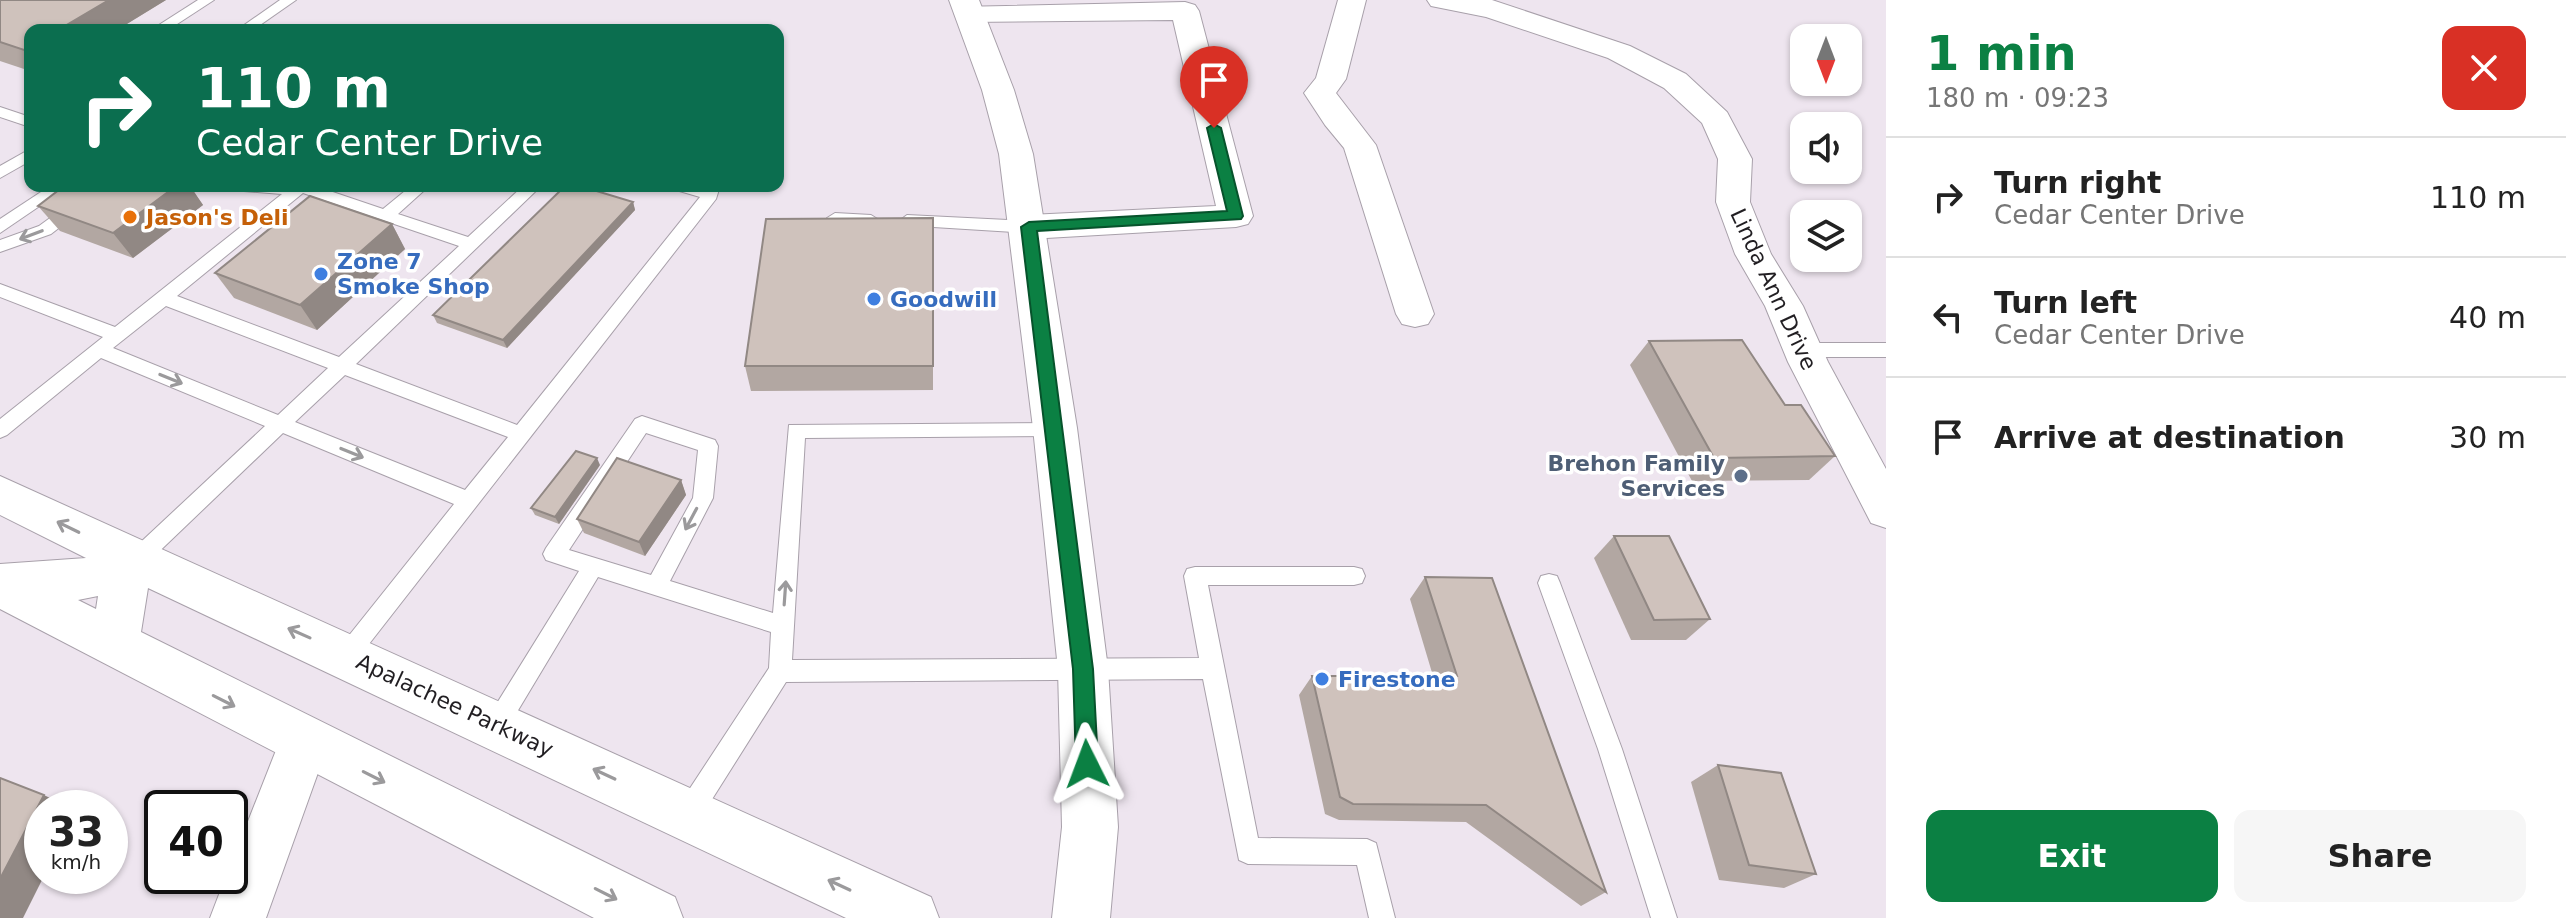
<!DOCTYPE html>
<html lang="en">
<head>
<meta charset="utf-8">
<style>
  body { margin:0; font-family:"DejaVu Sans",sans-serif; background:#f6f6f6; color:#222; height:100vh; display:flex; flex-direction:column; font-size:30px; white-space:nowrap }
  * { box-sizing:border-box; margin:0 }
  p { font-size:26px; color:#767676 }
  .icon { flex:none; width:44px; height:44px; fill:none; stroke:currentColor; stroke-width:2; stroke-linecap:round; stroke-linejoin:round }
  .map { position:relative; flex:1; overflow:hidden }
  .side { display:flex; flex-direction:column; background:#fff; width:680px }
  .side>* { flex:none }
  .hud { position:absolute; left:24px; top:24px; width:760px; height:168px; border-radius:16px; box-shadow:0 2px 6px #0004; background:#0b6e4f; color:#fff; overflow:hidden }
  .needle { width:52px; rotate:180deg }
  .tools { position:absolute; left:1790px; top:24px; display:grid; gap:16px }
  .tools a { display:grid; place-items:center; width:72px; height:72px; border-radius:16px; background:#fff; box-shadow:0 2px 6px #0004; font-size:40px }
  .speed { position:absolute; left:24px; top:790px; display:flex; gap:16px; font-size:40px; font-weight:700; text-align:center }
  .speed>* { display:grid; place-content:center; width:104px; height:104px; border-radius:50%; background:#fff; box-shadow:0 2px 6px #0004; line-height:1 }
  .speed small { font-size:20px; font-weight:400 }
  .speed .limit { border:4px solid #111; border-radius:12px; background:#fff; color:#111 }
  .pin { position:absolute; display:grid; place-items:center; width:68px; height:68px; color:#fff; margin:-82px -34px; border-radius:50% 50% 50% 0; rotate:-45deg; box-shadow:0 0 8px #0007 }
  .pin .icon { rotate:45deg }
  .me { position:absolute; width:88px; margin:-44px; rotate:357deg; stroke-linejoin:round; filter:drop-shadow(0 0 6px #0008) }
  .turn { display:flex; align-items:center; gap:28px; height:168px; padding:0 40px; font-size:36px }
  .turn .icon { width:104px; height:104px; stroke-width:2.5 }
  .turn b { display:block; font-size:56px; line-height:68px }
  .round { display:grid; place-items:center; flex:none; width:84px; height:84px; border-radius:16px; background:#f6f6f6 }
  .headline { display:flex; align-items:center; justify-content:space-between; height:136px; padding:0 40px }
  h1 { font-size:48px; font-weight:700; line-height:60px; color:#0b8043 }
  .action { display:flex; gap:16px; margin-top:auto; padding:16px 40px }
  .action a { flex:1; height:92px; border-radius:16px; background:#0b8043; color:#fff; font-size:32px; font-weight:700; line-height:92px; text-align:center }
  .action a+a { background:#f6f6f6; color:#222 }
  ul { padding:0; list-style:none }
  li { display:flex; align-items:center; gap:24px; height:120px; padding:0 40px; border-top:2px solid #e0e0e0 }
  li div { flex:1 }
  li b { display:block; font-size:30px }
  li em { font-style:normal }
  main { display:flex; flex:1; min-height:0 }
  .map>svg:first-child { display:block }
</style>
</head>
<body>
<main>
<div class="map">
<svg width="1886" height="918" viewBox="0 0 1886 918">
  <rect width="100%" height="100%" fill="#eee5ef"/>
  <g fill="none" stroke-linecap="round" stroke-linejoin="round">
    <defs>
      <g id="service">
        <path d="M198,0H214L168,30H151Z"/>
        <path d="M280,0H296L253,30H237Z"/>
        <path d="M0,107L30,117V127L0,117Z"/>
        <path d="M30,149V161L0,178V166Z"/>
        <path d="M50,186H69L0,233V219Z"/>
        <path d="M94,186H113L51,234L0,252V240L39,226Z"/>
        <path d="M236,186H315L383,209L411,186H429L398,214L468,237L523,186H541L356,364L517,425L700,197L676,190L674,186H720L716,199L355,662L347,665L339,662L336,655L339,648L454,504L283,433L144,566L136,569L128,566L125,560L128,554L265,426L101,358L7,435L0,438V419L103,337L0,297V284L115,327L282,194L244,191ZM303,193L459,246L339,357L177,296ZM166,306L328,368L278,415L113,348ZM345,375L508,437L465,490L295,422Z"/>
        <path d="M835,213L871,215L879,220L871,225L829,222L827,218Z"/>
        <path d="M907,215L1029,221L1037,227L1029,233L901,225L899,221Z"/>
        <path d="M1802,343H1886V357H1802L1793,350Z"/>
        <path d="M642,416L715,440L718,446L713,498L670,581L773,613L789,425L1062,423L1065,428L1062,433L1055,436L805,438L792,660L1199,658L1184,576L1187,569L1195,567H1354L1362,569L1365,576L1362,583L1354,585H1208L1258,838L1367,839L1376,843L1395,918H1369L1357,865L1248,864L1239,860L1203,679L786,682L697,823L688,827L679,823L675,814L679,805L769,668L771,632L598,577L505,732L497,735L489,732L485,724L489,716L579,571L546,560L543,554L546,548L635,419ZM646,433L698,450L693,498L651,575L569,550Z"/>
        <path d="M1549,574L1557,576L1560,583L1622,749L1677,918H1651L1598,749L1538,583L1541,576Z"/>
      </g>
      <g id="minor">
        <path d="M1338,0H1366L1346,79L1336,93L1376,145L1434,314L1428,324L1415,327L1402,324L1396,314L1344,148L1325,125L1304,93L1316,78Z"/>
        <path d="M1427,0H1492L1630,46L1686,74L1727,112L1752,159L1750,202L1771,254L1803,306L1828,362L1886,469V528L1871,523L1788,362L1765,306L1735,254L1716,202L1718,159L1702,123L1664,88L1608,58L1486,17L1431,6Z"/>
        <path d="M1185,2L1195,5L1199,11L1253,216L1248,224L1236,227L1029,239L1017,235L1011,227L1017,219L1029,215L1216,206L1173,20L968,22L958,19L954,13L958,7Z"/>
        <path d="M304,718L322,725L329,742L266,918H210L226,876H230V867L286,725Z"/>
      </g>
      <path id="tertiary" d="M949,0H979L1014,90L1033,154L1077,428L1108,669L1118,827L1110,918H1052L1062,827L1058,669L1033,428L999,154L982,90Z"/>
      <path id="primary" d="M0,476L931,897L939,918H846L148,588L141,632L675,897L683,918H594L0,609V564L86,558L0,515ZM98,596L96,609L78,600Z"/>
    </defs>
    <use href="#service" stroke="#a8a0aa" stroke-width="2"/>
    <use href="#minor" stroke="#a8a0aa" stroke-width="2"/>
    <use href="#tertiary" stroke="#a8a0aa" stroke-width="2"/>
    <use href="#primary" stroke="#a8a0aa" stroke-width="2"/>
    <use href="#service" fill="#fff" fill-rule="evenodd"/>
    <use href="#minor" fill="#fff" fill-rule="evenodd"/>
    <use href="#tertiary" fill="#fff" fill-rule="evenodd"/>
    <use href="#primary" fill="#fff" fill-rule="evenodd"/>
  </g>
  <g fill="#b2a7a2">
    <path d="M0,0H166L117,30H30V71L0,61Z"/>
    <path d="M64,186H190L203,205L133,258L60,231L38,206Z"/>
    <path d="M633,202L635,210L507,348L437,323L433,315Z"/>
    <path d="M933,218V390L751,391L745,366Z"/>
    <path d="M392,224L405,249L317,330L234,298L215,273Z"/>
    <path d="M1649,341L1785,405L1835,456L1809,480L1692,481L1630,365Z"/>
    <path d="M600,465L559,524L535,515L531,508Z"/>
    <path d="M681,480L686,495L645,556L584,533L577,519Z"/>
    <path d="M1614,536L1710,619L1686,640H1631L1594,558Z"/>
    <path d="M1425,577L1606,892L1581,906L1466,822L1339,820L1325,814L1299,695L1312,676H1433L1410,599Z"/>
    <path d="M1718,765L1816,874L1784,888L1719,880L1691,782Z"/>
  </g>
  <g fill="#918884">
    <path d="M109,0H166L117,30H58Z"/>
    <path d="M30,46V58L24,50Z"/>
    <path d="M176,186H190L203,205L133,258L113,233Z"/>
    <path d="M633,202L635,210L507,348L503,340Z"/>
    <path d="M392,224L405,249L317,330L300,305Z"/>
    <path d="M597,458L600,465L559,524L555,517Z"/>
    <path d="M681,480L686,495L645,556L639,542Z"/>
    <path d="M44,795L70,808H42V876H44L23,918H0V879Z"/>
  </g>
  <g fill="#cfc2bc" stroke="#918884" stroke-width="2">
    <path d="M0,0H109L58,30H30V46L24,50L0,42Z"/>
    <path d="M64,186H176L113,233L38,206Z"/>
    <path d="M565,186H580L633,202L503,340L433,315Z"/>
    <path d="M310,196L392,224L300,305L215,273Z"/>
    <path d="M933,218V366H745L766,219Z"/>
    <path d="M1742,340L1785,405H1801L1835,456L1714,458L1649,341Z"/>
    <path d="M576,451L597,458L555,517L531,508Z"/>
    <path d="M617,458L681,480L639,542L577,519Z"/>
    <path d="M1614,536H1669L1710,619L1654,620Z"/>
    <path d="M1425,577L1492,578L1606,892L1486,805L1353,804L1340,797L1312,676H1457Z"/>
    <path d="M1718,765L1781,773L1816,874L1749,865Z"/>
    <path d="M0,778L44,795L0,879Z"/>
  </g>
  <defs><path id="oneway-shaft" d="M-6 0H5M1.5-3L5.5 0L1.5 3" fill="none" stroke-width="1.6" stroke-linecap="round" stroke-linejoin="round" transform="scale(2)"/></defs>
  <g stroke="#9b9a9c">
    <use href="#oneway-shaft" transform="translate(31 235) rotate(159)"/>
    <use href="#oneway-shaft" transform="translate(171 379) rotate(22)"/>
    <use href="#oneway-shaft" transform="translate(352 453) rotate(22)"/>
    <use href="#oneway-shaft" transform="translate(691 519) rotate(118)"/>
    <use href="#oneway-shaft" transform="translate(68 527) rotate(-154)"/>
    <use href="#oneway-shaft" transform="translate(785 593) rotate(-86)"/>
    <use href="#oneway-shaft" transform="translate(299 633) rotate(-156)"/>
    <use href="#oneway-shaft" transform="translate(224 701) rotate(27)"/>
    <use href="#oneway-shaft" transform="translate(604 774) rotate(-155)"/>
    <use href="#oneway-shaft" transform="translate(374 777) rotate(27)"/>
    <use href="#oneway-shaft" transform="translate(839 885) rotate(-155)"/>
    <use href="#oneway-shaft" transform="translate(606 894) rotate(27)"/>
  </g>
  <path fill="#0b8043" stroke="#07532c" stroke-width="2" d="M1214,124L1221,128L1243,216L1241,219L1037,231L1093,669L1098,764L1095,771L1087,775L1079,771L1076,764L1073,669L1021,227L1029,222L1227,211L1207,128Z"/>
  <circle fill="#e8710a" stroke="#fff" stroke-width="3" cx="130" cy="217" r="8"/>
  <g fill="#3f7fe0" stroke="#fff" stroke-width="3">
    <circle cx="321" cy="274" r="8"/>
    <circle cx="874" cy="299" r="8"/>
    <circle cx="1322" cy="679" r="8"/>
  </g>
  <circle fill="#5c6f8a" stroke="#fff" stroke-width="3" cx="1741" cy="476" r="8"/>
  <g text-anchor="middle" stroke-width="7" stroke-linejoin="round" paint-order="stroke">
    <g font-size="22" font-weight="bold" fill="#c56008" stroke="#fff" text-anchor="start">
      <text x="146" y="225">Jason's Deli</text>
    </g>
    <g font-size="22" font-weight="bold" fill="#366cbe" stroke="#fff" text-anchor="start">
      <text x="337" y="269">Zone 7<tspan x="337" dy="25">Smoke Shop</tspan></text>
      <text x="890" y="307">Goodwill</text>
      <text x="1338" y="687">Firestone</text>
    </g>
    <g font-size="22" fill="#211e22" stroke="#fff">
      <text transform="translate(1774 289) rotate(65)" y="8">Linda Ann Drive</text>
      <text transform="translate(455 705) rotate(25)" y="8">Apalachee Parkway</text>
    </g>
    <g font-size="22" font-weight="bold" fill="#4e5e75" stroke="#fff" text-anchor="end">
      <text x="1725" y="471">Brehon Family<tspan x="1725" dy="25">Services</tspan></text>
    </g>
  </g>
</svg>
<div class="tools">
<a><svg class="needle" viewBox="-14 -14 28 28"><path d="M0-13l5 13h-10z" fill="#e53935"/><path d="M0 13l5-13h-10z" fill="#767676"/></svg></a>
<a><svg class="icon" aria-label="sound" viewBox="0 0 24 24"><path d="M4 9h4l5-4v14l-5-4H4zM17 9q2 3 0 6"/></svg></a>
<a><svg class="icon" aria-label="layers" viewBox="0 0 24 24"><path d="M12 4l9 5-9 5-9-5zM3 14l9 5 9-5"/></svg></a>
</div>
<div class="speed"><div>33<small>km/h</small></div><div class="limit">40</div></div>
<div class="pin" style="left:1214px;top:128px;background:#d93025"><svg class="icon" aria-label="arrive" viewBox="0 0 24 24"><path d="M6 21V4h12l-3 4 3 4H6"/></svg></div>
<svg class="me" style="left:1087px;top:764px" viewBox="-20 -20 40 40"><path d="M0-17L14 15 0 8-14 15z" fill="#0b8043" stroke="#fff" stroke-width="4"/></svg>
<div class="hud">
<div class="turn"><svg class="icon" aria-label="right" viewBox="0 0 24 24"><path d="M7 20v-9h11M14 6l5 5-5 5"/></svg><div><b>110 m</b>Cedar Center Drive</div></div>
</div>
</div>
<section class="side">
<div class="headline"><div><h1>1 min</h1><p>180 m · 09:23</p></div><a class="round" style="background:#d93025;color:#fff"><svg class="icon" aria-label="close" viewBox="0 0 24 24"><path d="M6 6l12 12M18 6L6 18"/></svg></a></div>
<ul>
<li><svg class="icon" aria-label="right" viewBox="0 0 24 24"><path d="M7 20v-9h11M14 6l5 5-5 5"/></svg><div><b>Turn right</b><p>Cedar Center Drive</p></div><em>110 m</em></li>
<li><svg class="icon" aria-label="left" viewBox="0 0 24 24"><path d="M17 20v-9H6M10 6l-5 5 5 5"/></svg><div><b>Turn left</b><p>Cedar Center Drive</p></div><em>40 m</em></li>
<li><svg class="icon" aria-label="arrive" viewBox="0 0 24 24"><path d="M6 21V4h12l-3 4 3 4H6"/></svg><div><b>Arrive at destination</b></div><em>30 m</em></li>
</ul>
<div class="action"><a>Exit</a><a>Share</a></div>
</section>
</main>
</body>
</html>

▶ WHAT NEEDS TO BE DONE: Only the lines above from the line containing "position:absolute; left:24px; top:24px;" through the line containing "display:grid; place-items:center; width:72px;" should be retyped, exactly and with both ends included.

▶ ANSWER SPACE:
  .hud { position:absolute; left:24px; top:24px; width:760px; height:168px; border-radius:16px; box-shadow:0 2px 6px #0004; background:#0b6e4f; color:#fff; overflow:hidden }
  .needle { width:52px; rotate:180deg }
  .tools { position:absolute; left:1790px; top:24px; display:grid; gap:16px }
  .tools a { display:grid; place-items:center; width:72px; height:72px; border-radius:16px; background:#fff; box-shadow:0 2px 6px #0004; font-size:40px }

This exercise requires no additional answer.